# [Supplied material]
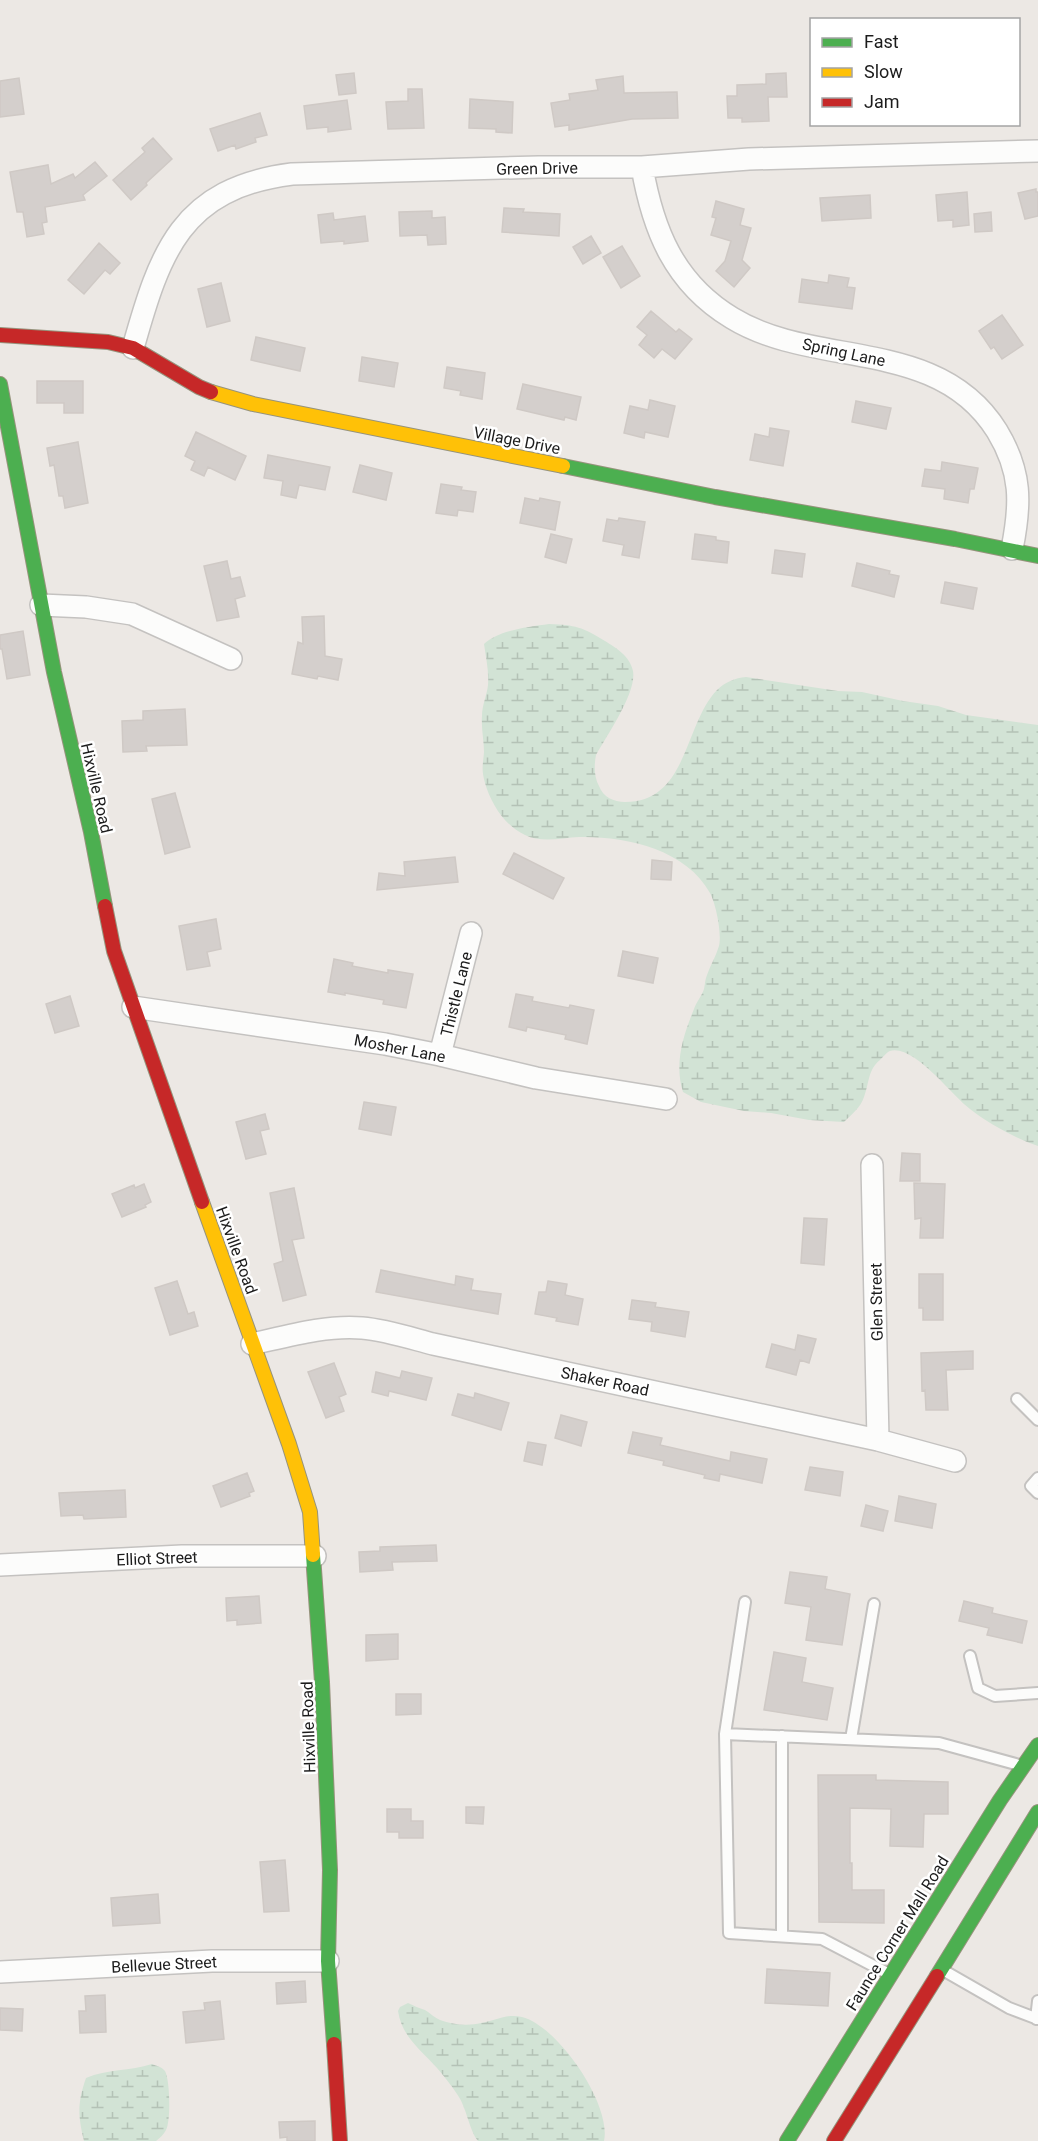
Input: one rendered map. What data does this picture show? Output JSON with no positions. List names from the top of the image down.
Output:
{
  "streets": {
    "street": [
      "Green Drive",
      "Spring Lane",
      "Village Drive",
      "Hixville Road",
      "Thistle Lane",
      "Mosher Lane",
      "Glen Street",
      "Shaker Road",
      "Elliot Street",
      "Faunce Corner Mall Road",
      "Bellevue Street"
    ]
  },
  "crossings": [
    ["Green Drive", "Spring Lane"],
    ["Green Drive", "Village Drive"],
    ["Spring Lane", "Village Drive"],
    ["Hixville Road", "Mosher Lane"],
    ["Hixville Road", "Shaker Road"],
    ["Hixville Road", "Elliot Street"],
    ["Hixville Road", "Bellevue Street"],
    ["Thistle Lane", "Mosher Lane"],
    ["Glen Street", "Shaker Road"]
  ],
  "legend": ["Fast", "Slow", "Jam"]
}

# [Your instructions]
Leaving every picture out, repeat each line of the material exactly.

# [Output]
Input: one rendered map. What data does this picture show? Output JSON with no positions. List names from the top of the image down.
Output:
{
  "streets": {
    "street": [
      "Green Drive",
      "Spring Lane",
      "Village Drive",
      "Hixville Road",
      "Thistle Lane",
      "Mosher Lane",
      "Glen Street",
      "Shaker Road",
      "Elliot Street",
      "Faunce Corner Mall Road",
      "Bellevue Street"
    ]
  },
  "crossings": [
    ["Green Drive", "Spring Lane"],
    ["Green Drive", "Village Drive"],
    ["Spring Lane", "Village Drive"],
    ["Hixville Road", "Mosher Lane"],
    ["Hixville Road", "Shaker Road"],
    ["Hixville Road", "Elliot Street"],
    ["Hixville Road", "Bellevue Street"],
    ["Thistle Lane", "Mosher Lane"],
    ["Glen Street", "Shaker Road"]
  ],
  "legend": ["Fast", "Slow", "Jam"]
}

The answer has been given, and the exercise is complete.